Re: [boost] [hash2][review] Early review (due to holidays)

6 Dec 2024

      On 12/6/24 18:54, Julien Blanc via Boost wrote:
...
6 décembre 2024 à 14:24 "Andrey Semashev via Boost" a écrit:
...
I also had compile-time dependencies in mind when I said "lightweight".
To take the example from the docs:
https://pdimov.github.io/hash2/doc/html/hash2.html#hashing_objects_user_defi...
class X
 {
 private:
 std::string a;
 int b;
// ...
 public:
 template<class Hash, class Flavor>
 friend void tag_invoke( boost::hash2::hash_append_tag const&,
 Hash& h, Flavor const& f, X const& v )
 {
 boost::hash2::hash_append(h, f, v.a);
 boost::hash2::hash_append(h, f, v.b);
 }
 };
This requires one to depend on Boost.Hash2 for hash_append_tag and
hash_append. I would prefer if there was a way (properly documented and
supported) to avoid this dependency entirely. I.e. so that something
like this is a working and advertised way to add support for hashing to
your type:
class X
 {
 private:
 std::string a;
 int b;
// ...
 public:
 template<class Hash, class Flavor>
 friend void hash_append( Hash& h, Flavor const& f, X const& v )
 {
 h.update(f, v.a);
 h.update(f, v.a.size());
 h.update(f, v.b);
 }
 };
X x;
 boost::hash2::fnv1a_64 h;
 boost::hash2::hash_append(h, {}, x); // works
I think i start to understand what you mean. In what i have in mind :
* hash algorithm implementation and interface do not depend on boost::hash2
  (this is the case currently)
* custom object hashing does depend on boost::hash2 (this is also the case 
  currently)
From your examples, it seems to me that you would like custom object hashing
to also be independant from boost::hash2. Is that accurate?
Yes.
...
...
...
...
and potentially compatible with std::hash2, if one ever comes to light.
I do not see how this is related.
What I meant by this is that in the above example Hash could become
std::fnv1a_64 or whatever, if the std library adopts the proposal, and
the existing hashing infrastructure will automatically support it. This
is one of the main selling points of the library/proposal, after all.
X x;
 std::fnv1a_64 h;
 std::hash_append(h, {}, x); // works, with no changes to X
What i had in mind was more:
X x;
std::fnv1a_64 h;
boost::hash2::hash_append(h, {}, x); // works, with no changes to X
Notice the namespace is still boost::hash2. I expect it to work whatever std::fnv1a_64
finally chose as its interface.
Sure, but why use boost::hash2::hash_append when there's, presumably,
std::hash_append, since you've already switched to std::fnv1a_64?

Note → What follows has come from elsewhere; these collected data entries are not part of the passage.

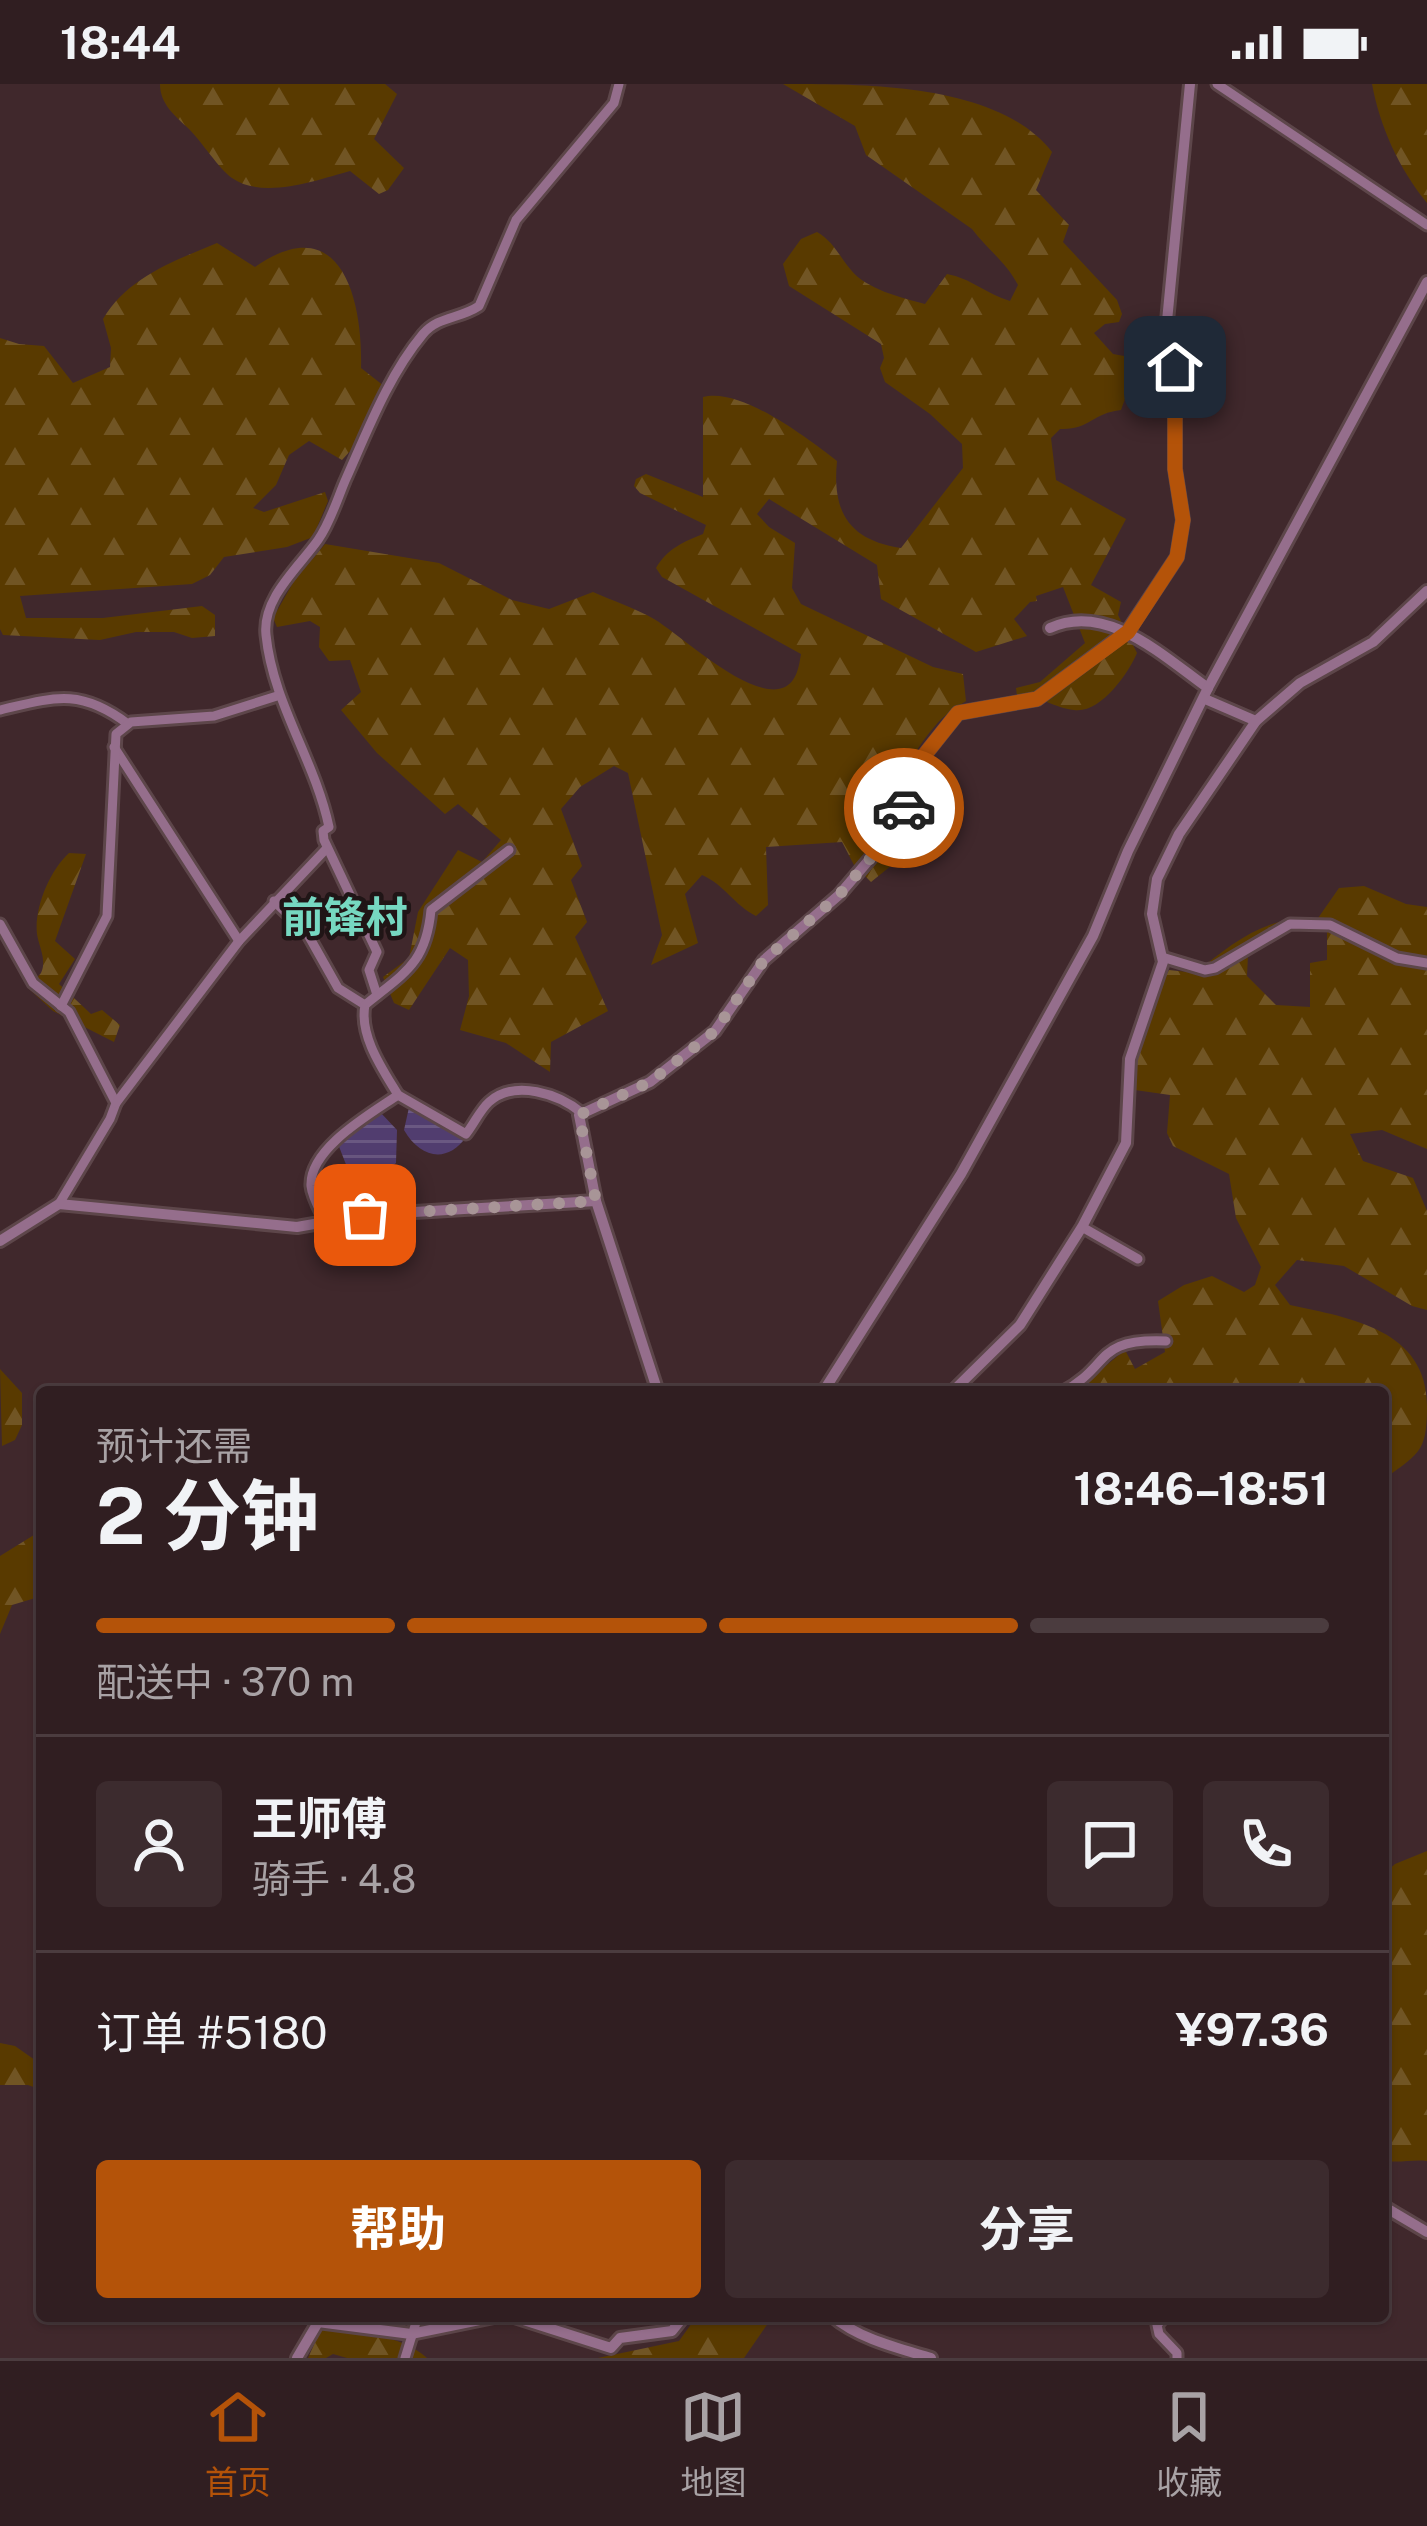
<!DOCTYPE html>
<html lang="zh">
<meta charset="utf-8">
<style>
body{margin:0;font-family:"Public Sans","Noto Sans SC",sans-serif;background:#3c2b2e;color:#f1f3f6;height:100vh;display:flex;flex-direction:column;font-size:45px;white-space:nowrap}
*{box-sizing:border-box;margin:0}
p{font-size:39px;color:#a8a2a5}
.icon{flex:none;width:66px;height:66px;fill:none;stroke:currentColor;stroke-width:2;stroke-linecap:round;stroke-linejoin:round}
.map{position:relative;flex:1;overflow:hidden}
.side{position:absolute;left:36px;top:1302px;width:1353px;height:936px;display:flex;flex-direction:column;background:#301e21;border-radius:12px;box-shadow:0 3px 9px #0004,0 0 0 3px #4b3c3f}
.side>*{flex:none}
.pin{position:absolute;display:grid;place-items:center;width:102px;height:102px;color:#fff;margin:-51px;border-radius:24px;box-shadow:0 6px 18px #0006}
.courier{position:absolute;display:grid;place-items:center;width:120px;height:120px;margin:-60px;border:9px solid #b45309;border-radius:50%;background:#fff;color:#222;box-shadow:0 3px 15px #0007}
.overview em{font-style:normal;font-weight:700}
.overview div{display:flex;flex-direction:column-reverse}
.overview{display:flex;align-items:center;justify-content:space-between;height:204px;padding:0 60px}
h1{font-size:78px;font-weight:700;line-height:90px}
.bar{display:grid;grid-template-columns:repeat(4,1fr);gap:18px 12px;align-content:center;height:144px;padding:0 60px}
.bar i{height:15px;border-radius:9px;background:#4b3c3f}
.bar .current{background:#b45309}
.bar p{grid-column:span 4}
.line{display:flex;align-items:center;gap:30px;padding:0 60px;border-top:3px solid #4b3c3f}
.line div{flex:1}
.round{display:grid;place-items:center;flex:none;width:126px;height:126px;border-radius:12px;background:#3c2b2e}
.action{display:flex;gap:24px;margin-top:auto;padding:24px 60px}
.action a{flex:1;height:138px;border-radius:12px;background:#b45309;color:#fff;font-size:48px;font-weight:700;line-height:138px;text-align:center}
.action a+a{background:#3c2b2e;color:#f1f3f6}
.status{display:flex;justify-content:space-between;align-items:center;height:84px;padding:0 60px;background:#301e21;direction:ltr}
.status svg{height:33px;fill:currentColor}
.menu{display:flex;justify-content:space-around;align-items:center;height:168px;border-top:3px solid #4b3c3f;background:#301e21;font-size:33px;color:#a8a2a5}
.menu a{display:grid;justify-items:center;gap:6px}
.menu .current{color:#b45309}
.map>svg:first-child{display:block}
.forest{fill:url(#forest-firs)}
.water{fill:url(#water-rules)}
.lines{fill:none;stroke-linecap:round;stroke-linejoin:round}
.minor-casing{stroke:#5d464a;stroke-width:15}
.tertiary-casing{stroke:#5d464a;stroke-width:16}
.minor{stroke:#956e8c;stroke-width:9}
.tertiary{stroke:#956e8c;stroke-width:10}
.done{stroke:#a89597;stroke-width:12;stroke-dasharray:0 21.6}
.route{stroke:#b45309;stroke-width:15}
.labels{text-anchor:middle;stroke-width:9;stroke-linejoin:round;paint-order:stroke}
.quarter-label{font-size:42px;font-weight:bold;fill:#76d8c1;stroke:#201516}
</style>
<div class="status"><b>18:44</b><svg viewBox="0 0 49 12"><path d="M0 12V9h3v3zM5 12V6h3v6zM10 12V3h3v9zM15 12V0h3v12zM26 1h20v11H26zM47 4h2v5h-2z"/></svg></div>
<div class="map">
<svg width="1427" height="2274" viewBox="0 0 1427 2274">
<defs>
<pattern id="forest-firs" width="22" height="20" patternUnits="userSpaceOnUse" patternTransform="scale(3)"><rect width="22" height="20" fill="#593a00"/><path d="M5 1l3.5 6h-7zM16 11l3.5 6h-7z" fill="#715524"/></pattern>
<pattern id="water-rules" width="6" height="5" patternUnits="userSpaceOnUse" patternTransform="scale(3)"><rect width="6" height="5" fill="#513d6f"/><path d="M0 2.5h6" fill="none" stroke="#6a5882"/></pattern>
</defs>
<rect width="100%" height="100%" fill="#40282c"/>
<g class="forest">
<path d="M160,0H385L397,10L374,55L404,84L388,106L379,110L350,87C317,96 263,116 232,94C220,86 201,57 189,45C175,32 160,20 160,0Z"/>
<path d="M783,0C870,0 999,0 1052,68L1036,106L1069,141L1063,158L1117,216L1122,230L1119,238L1105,240L1094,249L1113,270L1124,272L1132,295L1121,326C1092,329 1090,346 1060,345L1051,354L1056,396L1126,435L1091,501L1121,518L1118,531L1137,569C1128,590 1100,630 1074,626C1053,624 1039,610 1017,612L1016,604L1040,598L1085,559L1063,503L1036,512L1037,517L1030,518L1014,535L1027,552L976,568L881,515L877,481L769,415L757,430L769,443L795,459L792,504L801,520L933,583L963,590L966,617C955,624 943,632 935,642C908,673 914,687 867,689C857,731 875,736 907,756L897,777L871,798L854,781L842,758L766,763L768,821L756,832C734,821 725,801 702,791L685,810L698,859L651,881L662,851L628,689L614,682L580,703L561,725L582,782L571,796L587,838L575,853L608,927L551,958L550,988L506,959L460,946L469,912L468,876L450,864L409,926L394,919L383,893L409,874L418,828L458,766L482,778L501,756L458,720L445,730L377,669L341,626L361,608L350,576L329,577L319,563L320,543L310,537L277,543L273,534L294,497L325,460L439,479L512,516L549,525L593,508C613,517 635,524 654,535C681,551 752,619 785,603C797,597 799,582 801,570L662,493L656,484C667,465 683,458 703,450L706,441L640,409L634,402L636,395L646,390L703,413V313C741,303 807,354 837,377C832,427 848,456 901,464L963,384L962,360L930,330L885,298L880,284L884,274L881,260L789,202L783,180L801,155L817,148C834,158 839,172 851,186C866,205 902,214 925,220L947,190C970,194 987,210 1010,217L1018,201C1006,178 988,166 972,145L866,71L855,42Z"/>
<path d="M1372,0H1427V119C1399,85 1380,43 1372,0Z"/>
<path d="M217,159L255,183C341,123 363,216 361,284L384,302L352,365L342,376L309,357L289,371L276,401L253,424L264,428L325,408L328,417L313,453L287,463L224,473L210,491L192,500L20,512L26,534H103L202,522L215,531V552L192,554L174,548H136L100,556L3,551L0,545V254L19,260L44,262L73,299L110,283L111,264L103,235C128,193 174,177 217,159Z"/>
<path d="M69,769L86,770L55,857L75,875L59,900L91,930L102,926L120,941L114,958L53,927L27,903C30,900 39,892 41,889C47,876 39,863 37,850C34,824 50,786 69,769Z"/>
<path d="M1364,802L1406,820L1427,823V1065L1382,1046L1350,1050L1363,1077L1413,1094L1427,1127V1226L1412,1222L1344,1182L1297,1176L1275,1201L1290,1221C1351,1234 1427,1246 1427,1322C1427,1369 1419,1369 1383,1396V1308H1074L1125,1266L1135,1285L1165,1268L1158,1217L1184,1201L1212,1192L1244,1208L1255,1201L1261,1183L1236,1134L1229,1090L1173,1062L1167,1049L1170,1011L1135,1006C1130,965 1149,921 1169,886L1196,889C1223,866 1251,844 1286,836L1248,871L1247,892L1276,921L1310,923V879L1327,876V838L1316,837L1339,804Z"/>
<polygon points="0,1285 22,1309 22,1341 15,1356 2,1362"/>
<polygon points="42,1446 42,1512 12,1521 0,1550 0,1472"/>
<path d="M1427,1767V2077C1412,2075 1396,2080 1383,2076V1791L1395,1780Z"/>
<polygon points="0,1959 15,1962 42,1981 42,2006 28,2001 0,2001"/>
<polygon points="697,2232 773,2232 744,2274 598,2274 679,2257"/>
<path d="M321,2245C357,2249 399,2249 427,2274H347L333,2270L326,2274H308Z"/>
</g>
<g class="water">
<path d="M410,1019L466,1053C447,1080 420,1074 404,1046Z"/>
<polygon points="380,1028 397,1046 396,1079 382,1091 356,1091 347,1083 338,1060"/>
</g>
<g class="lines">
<g class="minor-casing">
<g id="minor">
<polyline points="1217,0 1427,141"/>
<path d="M0,626C55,613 80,604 128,640"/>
<polyline points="114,663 239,857"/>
<polyline points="274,817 307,849 338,904 365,921"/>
<polyline points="0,840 33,899 69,928 116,1019 110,1035 59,1120"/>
<polyline points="1162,873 1205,886 1215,884 1290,840 1330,841 1397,874 1427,879"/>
<path d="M377,911L369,886L377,868L324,756L323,747L329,743C315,676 273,620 266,551C262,514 299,483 318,456C330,439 337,416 345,397C367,348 388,292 423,250C438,232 460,235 479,222L516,136L614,19L619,0"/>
<polyline points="61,922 107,832 116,650 131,638 214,632 277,612"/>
<path d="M398,1011C383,986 359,952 365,921C404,889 426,880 431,826L509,766"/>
<polyline points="116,1019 239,857 327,764"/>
<path d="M326,1139C321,1128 312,1114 311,1102C309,1064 372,1029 398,1011L466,1050C474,1040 480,1026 489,1018C515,995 559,1010 582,1029"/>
<polyline points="1082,1143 1138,1175"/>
<path d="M1062,1308C1112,1282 1093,1254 1166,1257"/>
<polyline points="1165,2232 1157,2241 1159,2250 1177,2269 1177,2274"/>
<polyline points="405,2274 418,2232"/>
</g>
</g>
<g class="tertiary-casing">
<g id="tertiary">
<path d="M1050,544C1107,518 1163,572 1208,604"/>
<polyline points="1205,615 1256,637"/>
<polyline points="0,1157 59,1120 297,1143 365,1131 596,1117"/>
<polyline points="658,1308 596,1117 579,1031 650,998 715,947 764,876 839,811 898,742 915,683 958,629 1037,615 1128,547 1177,473 1183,436 1175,385 1175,283 1167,237 1190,0"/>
<polyline points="823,1308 961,1090 1093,852 1128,767 1208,604 1427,198"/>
<polyline points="952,1308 1020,1241 1082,1143 1126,1059 1130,975 1163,878 1152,830 1157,795 1179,750 1256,637 1300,599 1373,558 1427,507"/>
<polyline points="1383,2122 1427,2148"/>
<polyline points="511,2232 611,2264 620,2254 672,2247 684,2232"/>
<path d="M832,2232C859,2255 898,2264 931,2274"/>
<polyline points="318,2238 411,2250 499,2232"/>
<polyline points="297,2274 320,2235"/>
</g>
</g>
<use href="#minor" class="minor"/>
<use href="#tertiary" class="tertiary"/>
</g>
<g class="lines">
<polyline class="done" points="365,1131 596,1117 579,1031 650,998 715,947 764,876 839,811 898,742 904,724"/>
<polyline class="route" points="904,724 915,683 958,629 1037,615 1128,548 1177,473 1183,436 1175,385 1175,283"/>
</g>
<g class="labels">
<g class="quarter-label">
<text x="345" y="848">前锋村</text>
</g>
</g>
</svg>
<div class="pin" style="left:365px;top:1131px;background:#ea580c"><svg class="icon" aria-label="bag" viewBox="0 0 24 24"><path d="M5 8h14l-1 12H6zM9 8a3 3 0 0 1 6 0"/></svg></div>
<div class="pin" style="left:1175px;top:283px;background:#1f2937"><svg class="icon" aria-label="home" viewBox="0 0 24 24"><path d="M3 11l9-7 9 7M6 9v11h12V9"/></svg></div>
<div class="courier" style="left:904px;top:724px"><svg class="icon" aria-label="car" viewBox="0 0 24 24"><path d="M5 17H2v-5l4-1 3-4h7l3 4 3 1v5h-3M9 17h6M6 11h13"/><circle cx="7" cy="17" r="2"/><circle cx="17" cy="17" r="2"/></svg></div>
<section class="side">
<div class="overview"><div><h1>2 分钟</h1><p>预计还需</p></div><em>18:46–18:51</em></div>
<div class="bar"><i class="current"></i><i class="current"></i><i class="current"></i><i></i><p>配送中 · 370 m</p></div>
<div class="line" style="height:216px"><a class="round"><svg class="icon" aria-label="person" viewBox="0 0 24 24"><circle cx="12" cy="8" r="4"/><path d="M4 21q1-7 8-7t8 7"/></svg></a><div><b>王师傅</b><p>骑手 · 4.8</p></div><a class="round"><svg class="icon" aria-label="chat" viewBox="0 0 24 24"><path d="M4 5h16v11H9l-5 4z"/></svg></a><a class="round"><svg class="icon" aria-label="phone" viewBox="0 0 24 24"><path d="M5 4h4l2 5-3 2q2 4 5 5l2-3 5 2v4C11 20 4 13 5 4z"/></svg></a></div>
<div class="line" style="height:156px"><div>订单 #5180</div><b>¥97.36</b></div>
<div class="action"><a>帮助</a><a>分享</a></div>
</section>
</div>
<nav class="menu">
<a class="current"><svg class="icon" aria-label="home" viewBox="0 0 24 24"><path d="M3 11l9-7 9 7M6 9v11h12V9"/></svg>首页</a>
<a><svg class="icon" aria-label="map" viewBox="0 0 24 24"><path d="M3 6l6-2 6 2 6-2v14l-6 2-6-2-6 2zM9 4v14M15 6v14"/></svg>地图</a>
<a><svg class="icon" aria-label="saved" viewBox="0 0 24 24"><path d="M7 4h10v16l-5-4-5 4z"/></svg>收藏</a>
</nav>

But it doesn't really matter. My main point was that the support for
hashing in user's type X remains functional and doesn't need updating or
duplication.

Now, after Peter's comments on the tag argument, I can see this would be
difficult - at least the tags would be different between
boost::hash2::hash_append and std::hash_append, assuming that both use
the tag_invoke protocol. This is unfortunate, but even then just the
different tags would be better than entire different APIs, so I still
see value in a member-style hash_append API in the h argument (which
would probably be a wrapper or a proxy for the underlying hasher). A way
to have zero forward declarations would be perfect, though.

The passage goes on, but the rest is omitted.